Exploiting Synonymy To Measure Semantic Similarity Of Sentences

Information

Title Exploiting Synonymy To Measure Semantic Similarity Of Sentences
Authors
Youhyun Shin, Yeonchan Ahn, Hyuntak Kim, Sang-goo Lee
Year 2015 / 1
Keywords Semantic Similarity, Sentence Similarity, Information Retrieval
Acknowledgement Samsung
Publication Type International Conference
Publication International Conference on Ubiquitous Information Management and Communication (ICUIMC 2015)

Abstract

The importance of semantic similarity measures between sentences is increasingly growing in text mining, text clustering, and question answering. Many studies have focused on finding exact term matching to predict sentence similarity.
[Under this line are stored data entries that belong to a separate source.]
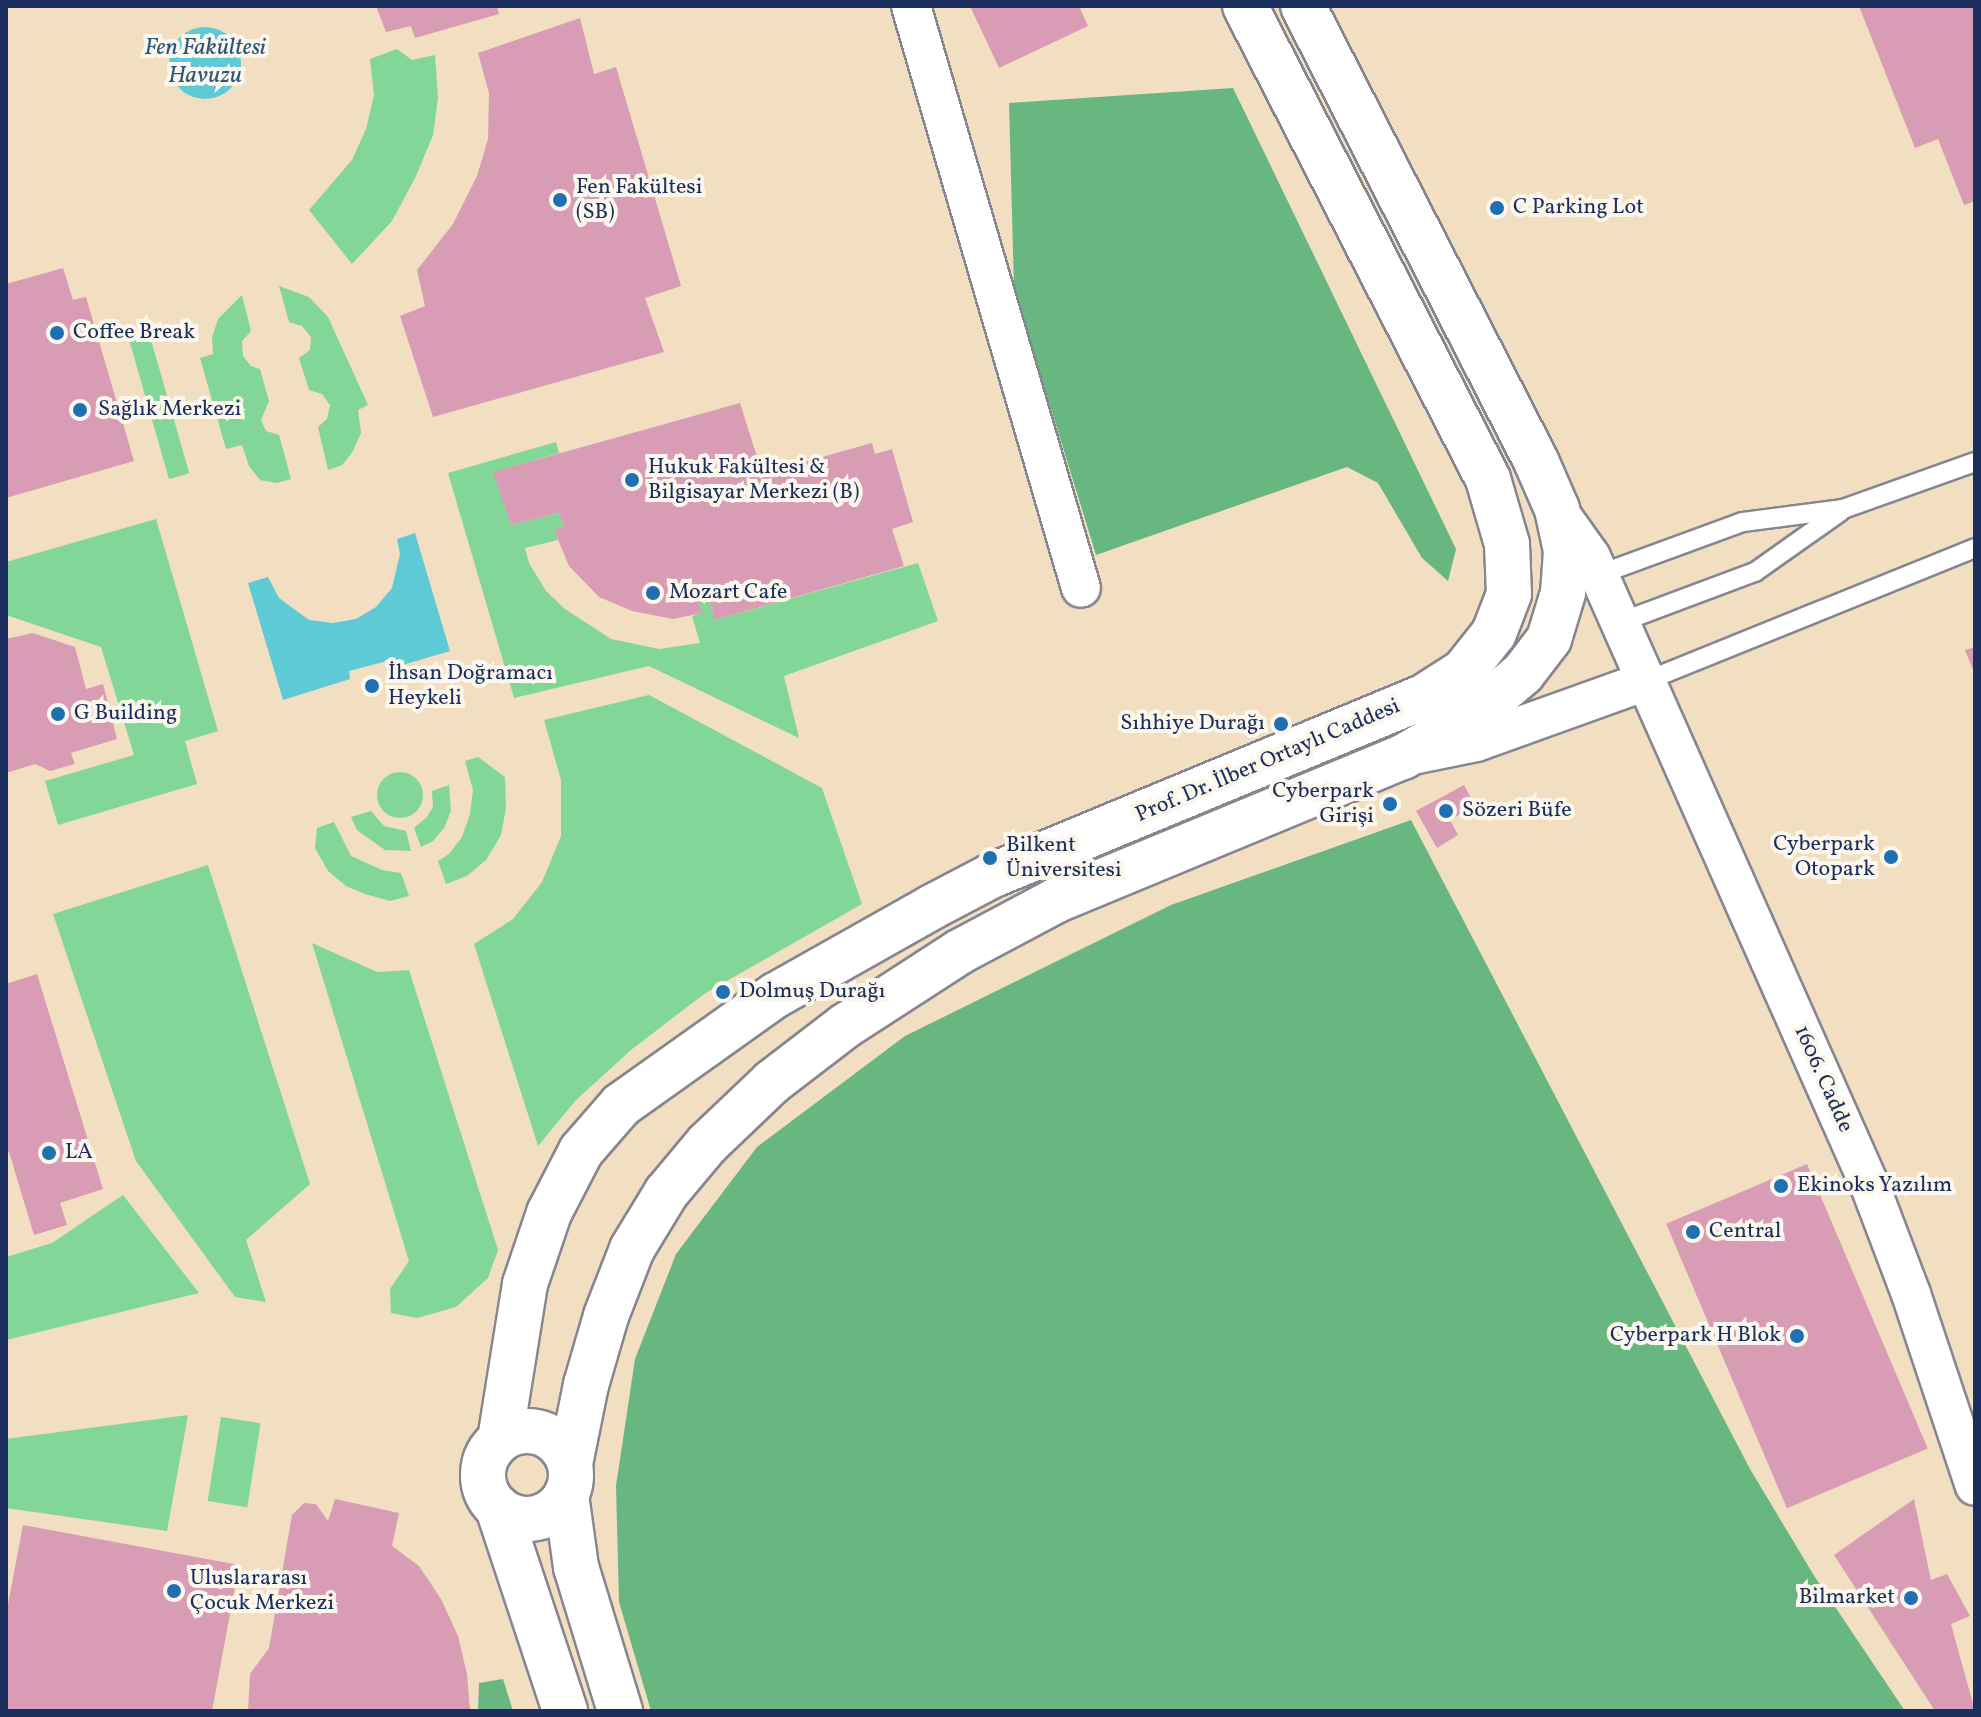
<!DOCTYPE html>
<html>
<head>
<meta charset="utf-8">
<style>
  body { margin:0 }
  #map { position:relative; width:1981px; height:1717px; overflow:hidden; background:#f2dec1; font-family:Vollkorn,serif }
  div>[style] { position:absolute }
  .green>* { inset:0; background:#81d698; transform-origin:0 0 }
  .round { border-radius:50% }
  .forest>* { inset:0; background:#68b780 }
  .water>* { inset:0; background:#5ecad5 }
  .building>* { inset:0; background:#d89db4; transform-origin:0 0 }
  .roads { filter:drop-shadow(2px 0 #868690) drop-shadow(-2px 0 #868690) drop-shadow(0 2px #868690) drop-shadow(0 -2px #868690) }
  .service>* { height:18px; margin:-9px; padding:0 9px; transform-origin:9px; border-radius:9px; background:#fff }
  .minor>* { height:38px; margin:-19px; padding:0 19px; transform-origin:19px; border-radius:19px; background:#fff }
  .tertiary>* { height:44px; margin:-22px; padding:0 22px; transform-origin:22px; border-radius:22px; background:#fff }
  .tertiary>.ring { margin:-22px; padding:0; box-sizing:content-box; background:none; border:44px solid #fff; border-radius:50% }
  .dots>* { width:22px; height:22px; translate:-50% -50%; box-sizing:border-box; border:4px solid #fbf7ec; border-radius:50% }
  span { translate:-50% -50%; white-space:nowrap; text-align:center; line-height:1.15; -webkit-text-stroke:8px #fbf7ec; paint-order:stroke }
  .poi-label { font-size:22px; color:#1b2f5e }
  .left { translate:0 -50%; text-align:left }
  .right { translate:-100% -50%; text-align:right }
  .street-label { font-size:22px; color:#1b2f5e }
  .water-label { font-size:24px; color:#2c567c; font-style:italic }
  .frame { position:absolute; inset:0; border:8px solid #1b2f5e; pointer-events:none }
</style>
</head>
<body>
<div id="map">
  <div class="green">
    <i style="clip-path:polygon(397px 49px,412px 60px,435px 55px,438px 98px,433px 135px,416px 176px,392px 221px,352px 264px,309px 210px,352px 160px,366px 129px,374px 95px,370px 59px)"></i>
    <i style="clip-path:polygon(279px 286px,309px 297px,328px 317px,368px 405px,358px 410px,361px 433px,352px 453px,342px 465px,328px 470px,318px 427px,327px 419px,330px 405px,322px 394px,309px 390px,299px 358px,310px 350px,311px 337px,302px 326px,289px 322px)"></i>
    <i style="clip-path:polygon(242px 295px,251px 331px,242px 341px,243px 356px,251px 366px,260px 369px,269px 401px,261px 420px,266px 431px,279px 435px,291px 479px,277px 483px,260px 480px,249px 466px,242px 445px,226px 449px,200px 358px,213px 354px,212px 337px,218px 319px)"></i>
    <i style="left:149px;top:333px;width:146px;height:21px;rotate:74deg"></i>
    <i style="clip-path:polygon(556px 442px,559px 453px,494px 472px,511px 525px,559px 513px,564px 527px,554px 530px,558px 540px,525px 548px,529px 563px,546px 591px,565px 609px,611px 639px,659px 649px,700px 643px,692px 616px,702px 613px,699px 602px,709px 599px,715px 620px,918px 563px,938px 621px,784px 676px,799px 738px,649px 666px,514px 698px,448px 473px)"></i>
    <i style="clip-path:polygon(156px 519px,218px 731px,185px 741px,197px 784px,58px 825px,45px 781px,134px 755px,101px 647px,6px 615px,6px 562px)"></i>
    <i style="clip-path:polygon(649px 695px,822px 788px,862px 904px,704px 994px,631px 1050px,576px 1100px,538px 1146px,474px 944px,513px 919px,542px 882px,561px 836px,561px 780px,544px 720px)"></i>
    <i style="clip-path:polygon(478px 757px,505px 777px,506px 808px,501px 835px,486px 860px,467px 876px,446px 884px,438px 861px,449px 854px,462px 837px,470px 814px,473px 790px,465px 761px)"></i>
    <i class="round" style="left:377px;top:772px;width:46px;height:46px"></i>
    <i style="clip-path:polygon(449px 785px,451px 811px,444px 828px,433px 841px,421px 847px,414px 828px,427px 817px,433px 807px,432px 791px)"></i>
    <i style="clip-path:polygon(371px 811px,384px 826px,406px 831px,411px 851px,385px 850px,357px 830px,351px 817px)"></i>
    <i style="clip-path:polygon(334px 822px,351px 856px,382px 870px,401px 873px,409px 896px,390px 901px,365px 894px,346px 886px,328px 871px,315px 848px,317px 828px)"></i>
    <i style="clip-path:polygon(208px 865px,310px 1184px,246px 1240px,266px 1302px,235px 1297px,136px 1161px,53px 914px)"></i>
    <i style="clip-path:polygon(312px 943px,377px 972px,409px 970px,498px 1250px,488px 1278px,456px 1307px,417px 1318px,391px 1313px,390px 1289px,409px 1261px)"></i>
    <i style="clip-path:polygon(123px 1195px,199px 1293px,6px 1340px,6px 1257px,52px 1243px)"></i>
    <i style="clip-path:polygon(188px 1415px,167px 1531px,6px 1508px,6px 1439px)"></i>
    <i style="left:221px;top:1417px;width:40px;height:85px;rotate:9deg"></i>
  </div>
  <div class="forest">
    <i style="clip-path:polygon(1233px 88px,1456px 549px,1448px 581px,1422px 558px,1378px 483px,1347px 467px,1096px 555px,1014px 288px,1009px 103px)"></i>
    <i style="clip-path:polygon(1411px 820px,1750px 1469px,1813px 1574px,1905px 1711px,651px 1711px,619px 1602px,616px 1486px,635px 1359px,676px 1254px,757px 1147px,905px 1036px,1171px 905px)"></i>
    <i style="clip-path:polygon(503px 1679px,513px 1711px,478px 1711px,479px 1683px)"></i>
  </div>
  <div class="water">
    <i class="round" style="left:169px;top:27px;width:72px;height:72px"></i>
    <i style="clip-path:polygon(415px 533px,450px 651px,389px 669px,387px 661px,349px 671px,350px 679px,283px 700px,248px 583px,268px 577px,279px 598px,309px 620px,333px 623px,356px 619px,376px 607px,392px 588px,400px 554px,397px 539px)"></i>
  </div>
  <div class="building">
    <i style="clip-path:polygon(376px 6px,497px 6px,499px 14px,415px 38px,411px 26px,386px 32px)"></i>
    <i style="clip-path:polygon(970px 6px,1079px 6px,1088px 26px,999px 68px)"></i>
    <i style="clip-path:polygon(1859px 6px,1975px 6px,1975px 201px,1964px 205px,1938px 139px,1915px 148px)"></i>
    <i style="clip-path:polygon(580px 18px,594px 74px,616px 67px,681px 286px,645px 298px,664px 352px,433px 417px,400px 316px,425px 306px,417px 270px,453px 224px,477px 176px,488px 139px,489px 93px,478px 53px)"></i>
    <i style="clip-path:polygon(63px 268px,73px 300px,86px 297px,134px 461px,6px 498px,6px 284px)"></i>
    <i style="clip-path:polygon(740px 403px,757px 457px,745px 460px,750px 477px,872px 443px,875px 454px,892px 449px,913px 522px,892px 529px,904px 566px,715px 620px,709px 599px,699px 602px,702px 613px,673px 619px,632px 611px,599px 597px,569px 566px,554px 530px,564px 527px,559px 513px,511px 525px,493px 472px)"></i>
    <i style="clip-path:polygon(33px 633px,75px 647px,86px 689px,103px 684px,117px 739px,71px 753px,75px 764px,50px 771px,35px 764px,6px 773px,6px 639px)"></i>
    <i style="clip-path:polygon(1975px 647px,1975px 675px,1965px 650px)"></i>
    <i style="clip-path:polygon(1464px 785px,1475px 806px,1450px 820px,1458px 835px,1437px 848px,1416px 811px)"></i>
    <i style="clip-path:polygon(37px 974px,103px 1189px,60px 1203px,67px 1225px,34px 1235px,9px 1152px,6px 1153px,6px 984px)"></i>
    <i style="left:1807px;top:1164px;width:309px;height:153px;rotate:67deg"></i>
    <i style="clip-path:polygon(335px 1499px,399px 1513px,392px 1546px,419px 1566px,441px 1599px,458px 1636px,467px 1674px,470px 1711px,248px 1711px,250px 1674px,269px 1648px,292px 1515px,304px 1503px,316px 1504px,328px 1521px)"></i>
    <i style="clip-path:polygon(1914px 1499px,1931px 1580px,1947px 1574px,1970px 1616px,1951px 1624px,1975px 1711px,1935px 1711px,1834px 1555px)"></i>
    <i style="clip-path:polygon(23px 1525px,239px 1565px,212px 1711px,6px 1711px,6px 1615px)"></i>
  </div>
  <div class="roads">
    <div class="service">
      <i style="left:1598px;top:575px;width:154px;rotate:-20.1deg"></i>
      <i style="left:1743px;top:522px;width:101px;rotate:-7.4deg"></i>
      <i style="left:1843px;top:509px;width:140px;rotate:-19.6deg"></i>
      <i style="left:1621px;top:622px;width:143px;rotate:-20.5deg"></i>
      <i style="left:1755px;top:572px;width:105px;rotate:-35.3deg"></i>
      <i style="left:1646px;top:681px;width:355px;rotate:-22deg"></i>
    </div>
    <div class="minor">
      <i style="left:911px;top:6px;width:606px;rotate:73.72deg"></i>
      <i style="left:1559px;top:512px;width:55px;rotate:54.6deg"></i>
      <i style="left:1591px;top:557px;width:688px;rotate:66.08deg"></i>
      <i style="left:1870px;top:1186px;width:116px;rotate:69.2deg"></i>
      <i style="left:1911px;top:1294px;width:202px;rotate:71.6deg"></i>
      <i style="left:1418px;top:754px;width:59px;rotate:-11.7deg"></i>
      <i style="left:1476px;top:742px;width:181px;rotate:-19.7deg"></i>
    </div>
    <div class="tertiary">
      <i class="ring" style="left:483px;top:1431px;width:44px;height:44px"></i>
      <i style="left:500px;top:1440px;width:158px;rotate:-80.9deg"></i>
      <i style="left:525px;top:1284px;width:75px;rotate:-71.3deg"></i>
      <i style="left:549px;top:1213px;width:70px;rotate:-62.7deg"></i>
      <i style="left:581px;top:1151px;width:61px;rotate:-49deg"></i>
      <i style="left:621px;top:1105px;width:190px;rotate:-35.4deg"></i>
      <i style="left:776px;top:995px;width:179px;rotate:-29.4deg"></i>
      <i style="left:932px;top:907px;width:67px;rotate:-27.7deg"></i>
      <i style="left:991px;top:876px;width:470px;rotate:-22.5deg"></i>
      <i style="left:1425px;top:696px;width:46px;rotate:-32.7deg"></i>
      <i style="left:1464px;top:671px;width:48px;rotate:-51.7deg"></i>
      <i style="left:1494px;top:633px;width:42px;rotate:-69deg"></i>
      <i style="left:1509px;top:594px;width:50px;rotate:-92.3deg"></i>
      <i style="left:1507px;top:544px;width:68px;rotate:-106.3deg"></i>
      <i style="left:1488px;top:479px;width:532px;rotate:-117.19deg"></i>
      <i style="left:570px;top:1464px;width:81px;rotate:-78.6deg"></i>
      <i style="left:586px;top:1385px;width:72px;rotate:-73.8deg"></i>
      <i style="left:606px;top:1316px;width:72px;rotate:-68.8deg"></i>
      <i style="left:632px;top:1249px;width:66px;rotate:-58.7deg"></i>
      <i style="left:666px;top:1193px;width:64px;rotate:-50.1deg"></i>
      <i style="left:707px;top:1144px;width:90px;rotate:-43.6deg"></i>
      <i style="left:772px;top:1082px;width:92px;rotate:-37.5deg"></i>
      <i style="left:845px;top:1026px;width:138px;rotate:-32.9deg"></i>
      <i style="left:961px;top:951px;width:109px;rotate:-28deg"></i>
      <i style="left:1057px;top:900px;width:374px;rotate:-22.5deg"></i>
      <i style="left:1403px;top:757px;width:79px;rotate:-30.5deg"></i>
      <i style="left:1471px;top:717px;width:68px;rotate:-40.2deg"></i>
      <i style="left:1523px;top:673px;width:43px;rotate:-52.6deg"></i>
      <i style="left:1549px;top:639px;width:48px;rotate:-73.1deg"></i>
      <i style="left:1563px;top:593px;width:42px;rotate:-85.9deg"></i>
      <i style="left:1566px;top:551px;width:43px;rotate:-102.1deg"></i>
      <i style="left:1557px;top:509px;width:52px;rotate:-113.6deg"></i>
      <i style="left:1536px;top:461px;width:511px;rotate:-117.12deg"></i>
      <i style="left:566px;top:1495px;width:73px;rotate:82.1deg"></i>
      <i style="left:576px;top:1567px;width:151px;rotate:73deg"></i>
      <i style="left:498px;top:1508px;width:214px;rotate:71.7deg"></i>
    </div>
  </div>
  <div class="dots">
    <i style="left:560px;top:200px;background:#1f6fb2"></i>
    <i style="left:1497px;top:208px;background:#1f6fb2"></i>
    <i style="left:57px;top:333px;background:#1f6fb2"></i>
    <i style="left:80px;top:410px;background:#1f6fb2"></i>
    <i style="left:632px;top:480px;background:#1f6fb2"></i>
    <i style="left:653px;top:593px;background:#1f6fb2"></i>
    <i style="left:372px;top:686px;background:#1f6fb2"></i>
    <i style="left:58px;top:714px;background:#1f6fb2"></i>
    <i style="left:1281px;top:724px;background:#1f6fb2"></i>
    <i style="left:1390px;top:804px;background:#1f6fb2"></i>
    <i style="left:1446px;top:811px;background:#1f6fb2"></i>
    <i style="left:1891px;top:857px;background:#1f6fb2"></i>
    <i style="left:990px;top:858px;background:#1f6fb2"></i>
    <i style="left:723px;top:992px;background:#1f6fb2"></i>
    <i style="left:49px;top:1153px;background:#1f6fb2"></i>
    <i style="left:1781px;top:1186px;background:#1f6fb2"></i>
    <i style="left:1693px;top:1232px;background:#1f6fb2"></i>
    <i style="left:1797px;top:1336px;background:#1f6fb2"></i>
    <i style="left:174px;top:1591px;background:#1f6fb2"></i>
    <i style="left:1911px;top:1598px;background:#1f6fb2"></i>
  </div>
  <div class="poi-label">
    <span class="left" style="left:576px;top:200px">Fen Fakültesi<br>(SB)</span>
    <span class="left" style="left:1513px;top:208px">C Parking Lot</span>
    <span class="left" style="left:73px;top:333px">Coffee Break</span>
    <span class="left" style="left:98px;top:410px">Sağlık Merkezi</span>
    <span class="left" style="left:648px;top:480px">Hukuk Fakültesi &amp;<br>Bilgisayar Merkezi (B)</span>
    <span class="left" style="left:669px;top:593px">Mozart Cafe</span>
    <span class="left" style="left:388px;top:686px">İhsan Doğramacı<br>Heykeli</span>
    <span class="left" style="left:74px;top:714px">G Building</span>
    <span class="right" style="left:1265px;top:724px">Sıhhiye Durağı</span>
    <span class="right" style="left:1374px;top:804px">Cyberpark<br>Girişi</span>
    <span class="left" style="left:1462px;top:811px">Sözeri Büfe</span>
    <span class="right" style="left:1875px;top:857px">Cyberpark<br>Otopark</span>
    <span class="left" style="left:1006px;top:858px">Bilkent<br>Üniversitesi</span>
    <span class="left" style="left:739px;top:992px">Dolmuş Durağı</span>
    <span class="left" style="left:65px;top:1153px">LA</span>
    <span class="left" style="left:1797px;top:1186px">Ekinoks Yazılım</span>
    <span class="left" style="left:1709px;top:1232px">Central</span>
    <span class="right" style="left:1781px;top:1336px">Cyberpark H Blok</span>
    <span class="left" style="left:190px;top:1591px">Uluslararası<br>Çocuk Merkezi</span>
    <span class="right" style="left:1895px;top:1598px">Bilmarket</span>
  </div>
  <div class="street-label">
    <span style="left:1268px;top:761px;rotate:-23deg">Prof. Dr. İlber Ortaylı Caddesi</span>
    <span style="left:1823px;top:1079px;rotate:66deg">1606. Cadde</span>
  </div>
  <div class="water-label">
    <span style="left:205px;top:63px">Fen Fakültesi<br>Havuzu</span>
  </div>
  <div class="frame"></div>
</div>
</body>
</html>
In this paper, we present a method for measuring sematic similarity of sentences based on constructed synonymy graph to avoid considering just exactly matching terms. When we construct graph which has terms as nodes and synonymy relation as edges, we use WordNet and part-of-speech to exploit synonyms. We assume synonym of a synonym is also similar; it takes advantage of the fact friend of a friend is likely to be a friend as well in real-world. With this concept, similarity between words is estimated by exploiting the minimum number of synonym chains between two nodes. The proposed algorithm calculates similarity of two sentences by summing all the similarities between selected words in sentences. Evaluation is conducted on two different data sets, Microsoft Research paraphrase corpus, and Yelp review dataset. Experimental evidences show that 1) the proposed method is more accurate compared to existing sentence similarity measures and 2) using real-world dataset like Yelp reveals that the proposed method has chance to be applied to recommendation.